[WORK INSTRUCTION] Would you retype the entries from the first line to the line bearing "0 #d8ceca) drop-shadow(-1px", both included, leaving out every picture?

[Opening RECORDS FOR THIS TASK section]

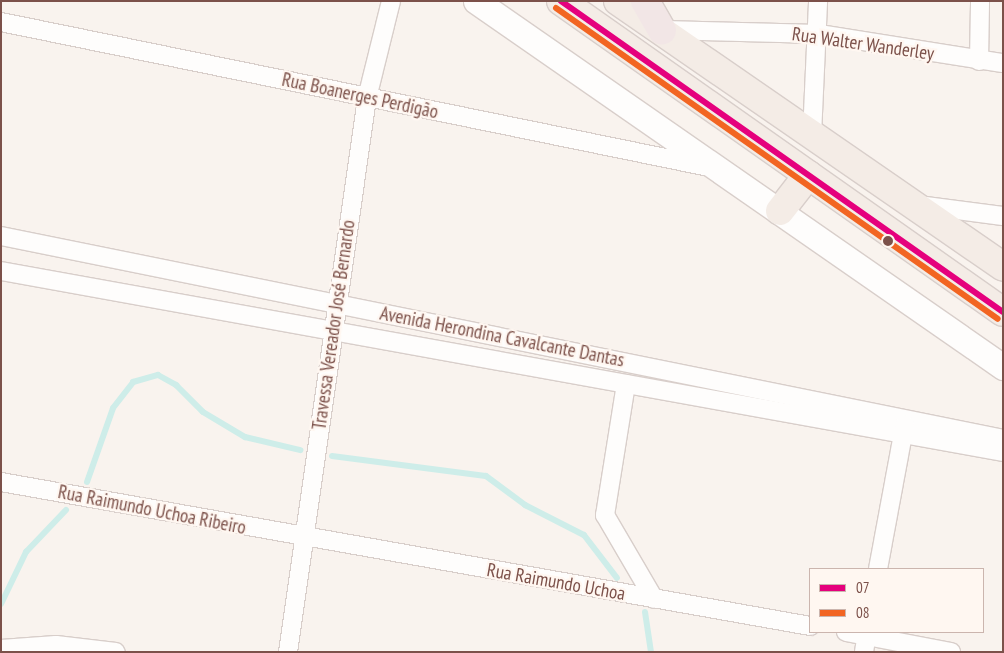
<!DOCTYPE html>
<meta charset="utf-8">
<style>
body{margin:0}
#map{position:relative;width:1004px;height:653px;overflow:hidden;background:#f9f3ee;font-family:"PT Sans Narrow",sans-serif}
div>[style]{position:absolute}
.stream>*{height:6px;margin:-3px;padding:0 3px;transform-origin:3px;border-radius:3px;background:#ceede9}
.roads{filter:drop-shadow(1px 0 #d8ceca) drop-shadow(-1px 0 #d8ceca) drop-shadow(0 1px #d8ceca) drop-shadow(0 -1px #d8ceca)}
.street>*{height:18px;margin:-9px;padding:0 9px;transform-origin:9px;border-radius:9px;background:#fefdfc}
.secondary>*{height:25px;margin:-12.5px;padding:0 12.5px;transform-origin:12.5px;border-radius:12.5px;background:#fefdfc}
.primary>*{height:28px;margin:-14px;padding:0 14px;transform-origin:14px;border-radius:14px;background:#f4ece6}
.highway>*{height:28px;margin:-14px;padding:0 14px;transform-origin:14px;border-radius:14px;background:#f2e6e6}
.bus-1>*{height:6px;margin:-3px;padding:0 3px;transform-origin:3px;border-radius:3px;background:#e5007d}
.bus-2>*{height:6px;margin:-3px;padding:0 3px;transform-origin:3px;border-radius:3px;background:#f26522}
.dots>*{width:14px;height:14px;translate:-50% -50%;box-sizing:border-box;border:2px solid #fff7f1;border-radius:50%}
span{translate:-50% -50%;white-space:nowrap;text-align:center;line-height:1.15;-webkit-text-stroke:4.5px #fff7f1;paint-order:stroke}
.street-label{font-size:19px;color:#7c514a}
.frame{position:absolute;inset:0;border:2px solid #7c514a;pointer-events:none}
.legend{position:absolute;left:809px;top:568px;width:175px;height:65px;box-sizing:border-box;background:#fff7f1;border:1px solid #cbb5ae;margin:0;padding:6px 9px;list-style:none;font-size:15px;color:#7c514a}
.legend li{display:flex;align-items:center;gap:10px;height:25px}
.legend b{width:25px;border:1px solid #cbb5ae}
</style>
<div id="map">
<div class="stream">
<div style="left:332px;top:456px;width:155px;rotate:7.4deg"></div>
<div style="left:486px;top:476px;width:49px;rotate:36.6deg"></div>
<div style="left:525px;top:505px;width:66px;rotate:27deg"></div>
<div style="left:584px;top:535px;width:54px;rotate:52.5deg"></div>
<div style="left:87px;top:482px;width:78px;rotate:-70.6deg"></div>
<div style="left:113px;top:408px;width:33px;rotate:-52deg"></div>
<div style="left:133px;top:382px;width:26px;rotate:-16deg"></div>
<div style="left:158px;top:375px;width:21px;rotate:29deg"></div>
<div style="left:176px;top:385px;width:38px;rotate:45deg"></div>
<div style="left:203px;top:412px;width:49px;rotate:30.8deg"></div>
<div style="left:245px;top:437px;width:57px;rotate:13.3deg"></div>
<div style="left:1px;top:604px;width:58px;rotate:-64.3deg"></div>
<div style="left:26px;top:552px;width:58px;rotate:-46.4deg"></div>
<div style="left:645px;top:612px;width:40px;rotate:81.5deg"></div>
</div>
<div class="roads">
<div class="street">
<div style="left:1px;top:22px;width:723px;rotate:11.57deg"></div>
<div style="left:663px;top:30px;width:156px;rotate:1.5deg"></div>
<div style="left:819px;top:34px;width:186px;rotate:9deg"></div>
<div style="left:979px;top:61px;width:60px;rotate:-89deg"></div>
<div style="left:812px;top:135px;width:134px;rotate:-87.4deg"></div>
<div style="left:919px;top:205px;width:85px;rotate:7.5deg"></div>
<div style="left:1px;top:236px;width:1022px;rotate:11.45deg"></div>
<div style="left:1px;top:271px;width:1018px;rotate:10.24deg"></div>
<div style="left:626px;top:384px;width:133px;rotate:99.1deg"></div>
<div style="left:605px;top:515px;width:97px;rotate:59.7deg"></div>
<div style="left:1px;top:482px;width:822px;rotate:10.09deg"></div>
<div style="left:878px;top:569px;width:147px;rotate:-79.5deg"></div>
<div style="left:846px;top:632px;width:107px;rotate:10.8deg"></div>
<div style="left:1px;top:649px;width:55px;rotate:-4.2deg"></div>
<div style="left:56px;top:645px;width:60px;rotate:6.7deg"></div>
<div style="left:288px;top:652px;width:560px;rotate:-81.88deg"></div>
<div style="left:367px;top:98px;width:100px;rotate:-76.1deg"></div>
<div style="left:864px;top:652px;width:20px;rotate:-81deg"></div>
</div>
<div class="secondary">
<div style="left:476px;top:1px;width:642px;rotate:34.78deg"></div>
</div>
<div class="primary">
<div style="left:561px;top:1px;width:540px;rotate:35.13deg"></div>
<div style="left:618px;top:1px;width:468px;rotate:34.6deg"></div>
<div style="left:780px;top:211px;width:46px;rotate:-52.1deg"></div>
</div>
<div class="highway">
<div style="left:645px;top:1px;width:34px;rotate:60deg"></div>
</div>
</div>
<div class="bus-1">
<div style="left:561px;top:1px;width:540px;rotate:35.13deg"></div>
</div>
<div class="bus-2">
<div style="left:556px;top:8px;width:540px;rotate:35.13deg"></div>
</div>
<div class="dots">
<div style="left:888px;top:241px;background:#7c514a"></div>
</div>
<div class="street-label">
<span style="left:863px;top:44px;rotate:8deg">Rua Walter Wanderley</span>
<span style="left:360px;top:96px;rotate:12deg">Rua Boanerges Perdigão</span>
<span style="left:334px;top:325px;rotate:-82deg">Travessa Vereador José Bernardo</span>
<span style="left:502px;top:337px;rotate:11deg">Avenida Herondina Cavalcante Dantas</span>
<span style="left:152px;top:510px;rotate:11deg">Rua Raimundo Uchoa Ribeiro</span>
<span style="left:556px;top:582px;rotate:10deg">Rua Raimundo Uchoa</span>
</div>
<div class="frame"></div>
<ul class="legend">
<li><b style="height:6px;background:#e5007d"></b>07</li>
<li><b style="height:6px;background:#f26522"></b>08</li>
</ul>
</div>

[Closing RECORDS FOR THIS TASK section]

[EXERCISE ANSWER]
<!DOCTYPE html>
<meta charset="utf-8">
<style>
body{margin:0}
#map{position:relative;width:1004px;height:653px;overflow:hidden;background:#f9f3ee;font-family:"PT Sans Narrow",sans-serif}
div>[style]{position:absolute}
.stream>*{height:6px;margin:-3px;padding:0 3px;transform-origin:3px;border-radius:3px;background:#ceede9}
.roads{filter:drop-shadow(1px 0 #d8ceca) drop-shadow(-1px 0 #d8ceca) drop-shadow(0 1px #d8ceca) drop-shadow(0 -1px #d8ceca)}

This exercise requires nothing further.